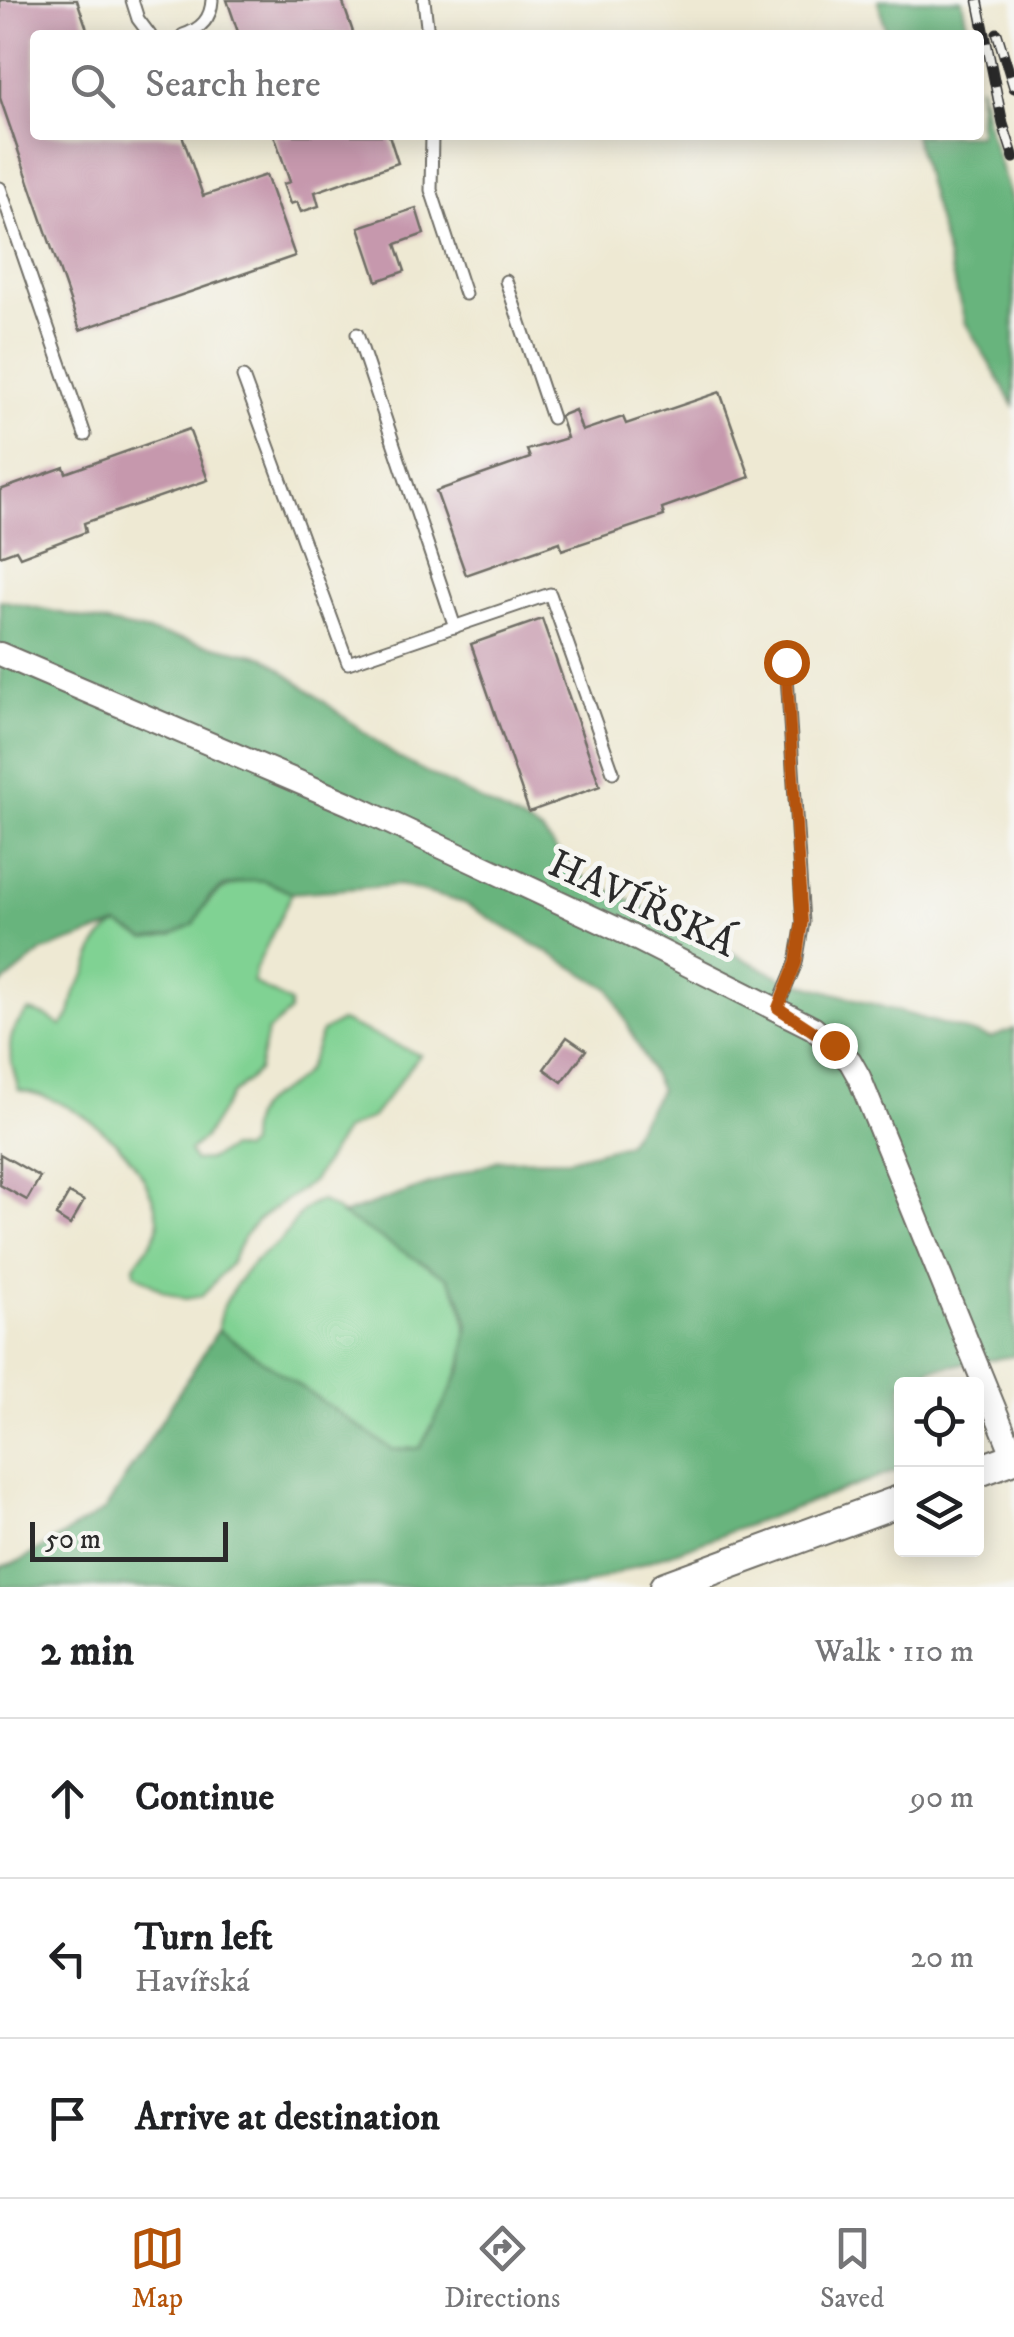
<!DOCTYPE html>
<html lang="en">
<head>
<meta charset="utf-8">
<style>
	body { margin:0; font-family:"IM FELL DW Pica",serif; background:#f2f2f2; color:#202124 }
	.controls { position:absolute; right:30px; bottom:30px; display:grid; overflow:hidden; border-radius:10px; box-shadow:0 5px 25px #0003 }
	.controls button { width:90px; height:90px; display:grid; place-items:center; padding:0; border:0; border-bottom:2px solid #e0e0e0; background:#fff; color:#202124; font:50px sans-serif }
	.scale { position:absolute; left:30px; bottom:25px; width:198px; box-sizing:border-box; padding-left:10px; border:5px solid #2b2b2b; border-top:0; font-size:28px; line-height:35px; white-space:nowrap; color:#2b2b2b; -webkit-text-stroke:8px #f6f6f2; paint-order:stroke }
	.stop { position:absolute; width:30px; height:30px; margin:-22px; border:8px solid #b45309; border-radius:50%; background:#fff }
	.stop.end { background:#b45309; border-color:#fff; box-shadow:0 2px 10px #0008 }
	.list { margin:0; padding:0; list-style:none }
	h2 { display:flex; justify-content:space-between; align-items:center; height:130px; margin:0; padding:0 40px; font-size:42px }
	h2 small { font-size:32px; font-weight:400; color:#757577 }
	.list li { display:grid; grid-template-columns:65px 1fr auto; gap:30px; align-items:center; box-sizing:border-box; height:160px; padding:0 40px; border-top:2px solid #e0e0e0 }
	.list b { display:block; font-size:38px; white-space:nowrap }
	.list p { margin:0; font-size:32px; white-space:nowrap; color:#757577 }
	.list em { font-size:32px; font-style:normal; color:#757577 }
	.icon { flex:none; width:55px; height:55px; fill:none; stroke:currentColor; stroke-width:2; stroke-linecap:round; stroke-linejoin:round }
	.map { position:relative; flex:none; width:1014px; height:1587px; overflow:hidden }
	.search { position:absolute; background:#fff; box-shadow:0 5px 25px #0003; left:30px; right:30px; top:30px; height:110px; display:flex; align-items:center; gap:25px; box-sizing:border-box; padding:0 35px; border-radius:10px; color:#757577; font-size:38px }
	.sheet { height:610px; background:#fff }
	nav { display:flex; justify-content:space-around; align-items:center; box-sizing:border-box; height:140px; border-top:2px solid #e0e0e0; background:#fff; font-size:28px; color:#757577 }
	nav a { display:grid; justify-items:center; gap:5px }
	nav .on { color:#b45309 }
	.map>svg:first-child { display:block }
	.green { fill:#80d293; stroke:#567e5f; stroke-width:2.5 }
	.forest { fill:#68b47d; stroke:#4a7054; stroke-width:2.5 }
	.building { fill:#c698ad }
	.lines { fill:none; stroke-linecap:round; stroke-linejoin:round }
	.service-casing { stroke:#6f6e66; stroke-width:15 }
	.minor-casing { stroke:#6f6e66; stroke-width:26 }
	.secondary-casing { stroke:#6f6e66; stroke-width:34 }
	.service { stroke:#fff; stroke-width:11 }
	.minor { stroke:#fff; stroke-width:22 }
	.secondary { stroke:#fff; stroke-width:30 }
	.rail-casing { stroke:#2b2b2b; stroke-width:11 }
	.rail { stroke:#f6f6f2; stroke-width:8; stroke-dasharray:22; stroke-linecap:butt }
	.route { stroke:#b45309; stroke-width:12 }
	.labels { text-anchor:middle; stroke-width:10; stroke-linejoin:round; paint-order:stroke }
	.street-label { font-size:40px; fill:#2b2b2b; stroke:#f6f6f2 }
</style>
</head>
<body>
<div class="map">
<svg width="1014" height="1587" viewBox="0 0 1014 1587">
	<rect width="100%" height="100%" fill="#f6f6f2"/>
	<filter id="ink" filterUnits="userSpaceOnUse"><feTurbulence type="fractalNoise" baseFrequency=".01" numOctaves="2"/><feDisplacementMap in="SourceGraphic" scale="20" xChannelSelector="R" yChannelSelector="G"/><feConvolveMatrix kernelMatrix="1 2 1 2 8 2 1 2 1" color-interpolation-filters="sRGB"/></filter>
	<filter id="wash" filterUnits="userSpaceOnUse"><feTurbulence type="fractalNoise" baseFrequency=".0048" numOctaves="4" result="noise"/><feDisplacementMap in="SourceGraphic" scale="40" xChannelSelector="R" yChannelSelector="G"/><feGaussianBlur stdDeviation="2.25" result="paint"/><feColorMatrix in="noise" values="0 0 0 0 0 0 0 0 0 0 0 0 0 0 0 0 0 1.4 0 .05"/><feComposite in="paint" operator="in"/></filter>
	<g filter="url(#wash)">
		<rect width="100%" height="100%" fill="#eee9d3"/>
		<g class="green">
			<path d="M254 880 265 881 292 893 255 970 253 982 290 1003V1012L267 1032 258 1071 231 1095 204 1138 189 1151 194 1161 208 1160 230 1148 243 1150 249 1145C248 1093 278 1101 303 1074 312 1065 316 1044 322 1032L341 1021 420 1055 372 1117 344 1131 313 1181 258 1220 244 1236 230 1264 202 1296 185 1299 163 1291 135 1273 134 1266C141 1255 156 1239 158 1227 160 1218 155 1205 152 1197 132 1143 74 1100 19 1090 10 1058 1 1036 29 1011L46 1016 61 1026C74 1015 70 1004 76 990 80 982 86 977 88 969 95 946 97 937 118 925L146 939 194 924C212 892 218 888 254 880Z"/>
			<path d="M321 1201 448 1278C490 1340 450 1391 420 1448L393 1450 218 1330C217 1309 241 1275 256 1260 263 1252 275 1248 282 1239 295 1223 299 1208 321 1201Z"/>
		</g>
		<g class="forest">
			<polygon points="878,0 962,0 969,35 887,35"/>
			<polygon points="979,85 988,128 1014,208 1014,406 965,322 914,135 979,135"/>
			<polygon points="0,600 265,657 397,757 542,832 574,872 782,978 991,1038 1014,1029 1014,1356 930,1369 925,1384 902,1384 901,1469 579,1587 0,1587 0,1567 22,1560 105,1510 218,1330 393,1450 420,1448 463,1367 468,1321 460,1297 448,1278 341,1215 499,1160 569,1159 626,1144 660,1090 610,989 464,903 399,885 292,893 265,881 254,880 224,886 209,897 194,924 172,935 146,939 118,925 43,951 0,986"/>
		</g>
		<g id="blocks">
			<g class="building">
				<polygon points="0,0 77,0 89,35 35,35 35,135 182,135 203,196 266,175 295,256 80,330 0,98"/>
				<polygon points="227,0 342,0 354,35 239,35"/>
				<polygon points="274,135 389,135 398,163 315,192 319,206 301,212 297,202 290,204 283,184 290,182"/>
				<polygon points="416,208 424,234 396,244 405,271 377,281 359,227"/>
				<polygon points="720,392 750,477 662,508 664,516 562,550 560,542 466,575 436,491 530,458 527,450 567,438 560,416 575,410 582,431 623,417 626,424"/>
				<polygon points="189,429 208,480 84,523 86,532 20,557 16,550 0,556 0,490 64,467 66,473"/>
				<polygon points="542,619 600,786 529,812 471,644"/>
				<polygon points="567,1037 586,1050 562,1082 544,1069"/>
				<polygon points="0,1154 40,1177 27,1200 0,1185"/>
				<polygon points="69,1193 84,1201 70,1225 56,1216"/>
			</g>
		</g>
	</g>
	<g filter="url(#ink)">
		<use href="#blocks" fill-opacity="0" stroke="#6f6e66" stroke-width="2.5"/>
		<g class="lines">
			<g class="service-casing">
				<g id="service">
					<polyline points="132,0 138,19 150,35"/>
					<polyline points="424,0 428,35"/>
					<path d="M183 35C201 29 211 19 212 0"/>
					<polyline points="432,135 431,190 465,294"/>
					<polyline points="0,188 85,435"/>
					<polyline points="506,281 552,418"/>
					<polyline points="357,334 455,627"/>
					<polyline points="243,377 348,663 550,594 613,772"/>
					<polyline points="777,1008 796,963 803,922 786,661"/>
				</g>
			</g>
			<g class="minor-casing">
				<polyline id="minor" points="0,654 350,804 615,928 813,1028 850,1061 859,1077 1014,1457"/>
			</g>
			<g class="secondary-casing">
				<g id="secondary">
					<polyline points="976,1472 1014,1458"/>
					<polyline points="665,1587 902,1500"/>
				</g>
			</g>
			<use href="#service" class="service"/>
			<use href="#minor" class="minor"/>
			<use href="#secondary" class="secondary"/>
			<g class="rail-casing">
				<g id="rail">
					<polyline points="978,0 1003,124 1014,158"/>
					<polyline points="997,33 1014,88"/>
				</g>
			</g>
			<use href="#rail" class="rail"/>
		</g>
	</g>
	<g class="lines" filter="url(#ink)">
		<polyline class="route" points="786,662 802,922 796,963 778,1008 834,1045"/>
	</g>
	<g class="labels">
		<g class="street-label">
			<text transform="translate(643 902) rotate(25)" y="14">HAVÍŘSKÁ</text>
		</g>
	</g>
</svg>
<div class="controls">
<button><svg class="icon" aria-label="locate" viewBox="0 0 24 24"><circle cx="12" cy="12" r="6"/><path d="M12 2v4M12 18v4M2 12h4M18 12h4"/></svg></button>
<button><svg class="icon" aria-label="layers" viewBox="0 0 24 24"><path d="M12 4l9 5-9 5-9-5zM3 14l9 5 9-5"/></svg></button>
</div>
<div class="scale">50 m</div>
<div class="stop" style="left:786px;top:662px"></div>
<div class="stop end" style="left:834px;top:1045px"></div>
<div class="search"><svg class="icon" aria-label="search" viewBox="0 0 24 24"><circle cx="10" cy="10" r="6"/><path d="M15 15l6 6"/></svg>Search here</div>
</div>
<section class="sheet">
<h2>2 min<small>Walk · 110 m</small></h2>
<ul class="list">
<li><svg class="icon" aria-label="ahead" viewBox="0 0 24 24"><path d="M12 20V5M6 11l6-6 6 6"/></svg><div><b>Continue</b></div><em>90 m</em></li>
<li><svg class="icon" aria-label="left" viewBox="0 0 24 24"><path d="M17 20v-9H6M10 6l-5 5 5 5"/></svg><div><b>Turn left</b><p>Havířská</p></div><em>20 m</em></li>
<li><svg class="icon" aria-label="arrive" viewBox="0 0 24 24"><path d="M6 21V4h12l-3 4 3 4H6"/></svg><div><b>Arrive at destination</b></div></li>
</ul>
</section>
<nav>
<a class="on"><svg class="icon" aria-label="map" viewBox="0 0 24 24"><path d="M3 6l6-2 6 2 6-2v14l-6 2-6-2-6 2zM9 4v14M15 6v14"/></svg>Map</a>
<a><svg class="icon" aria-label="directions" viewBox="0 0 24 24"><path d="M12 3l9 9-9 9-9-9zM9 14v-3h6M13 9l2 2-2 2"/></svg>Directions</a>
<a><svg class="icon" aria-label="saved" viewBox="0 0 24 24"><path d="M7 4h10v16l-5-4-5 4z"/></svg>Saved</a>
</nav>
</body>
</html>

REQUIREMENT. Copy each line above holding "white".

RESPONSE BELOW.
	.scale { position:absolute; left:30px; bottom:25px; width:198px; box-sizing:border-box; padding-left:10px; border:5px solid #2b2b2b; border-top:0; font-size:28px; line-height:35px; white-space:nowrap; color:#2b2b2b; -webkit-text-stroke:8px #f6f6f2; paint-order:stroke }
	.list b { display:block; font-size:38px; white-space:nowrap }
	.list p { margin:0; font-size:32px; white-space:nowrap; color:#757577 }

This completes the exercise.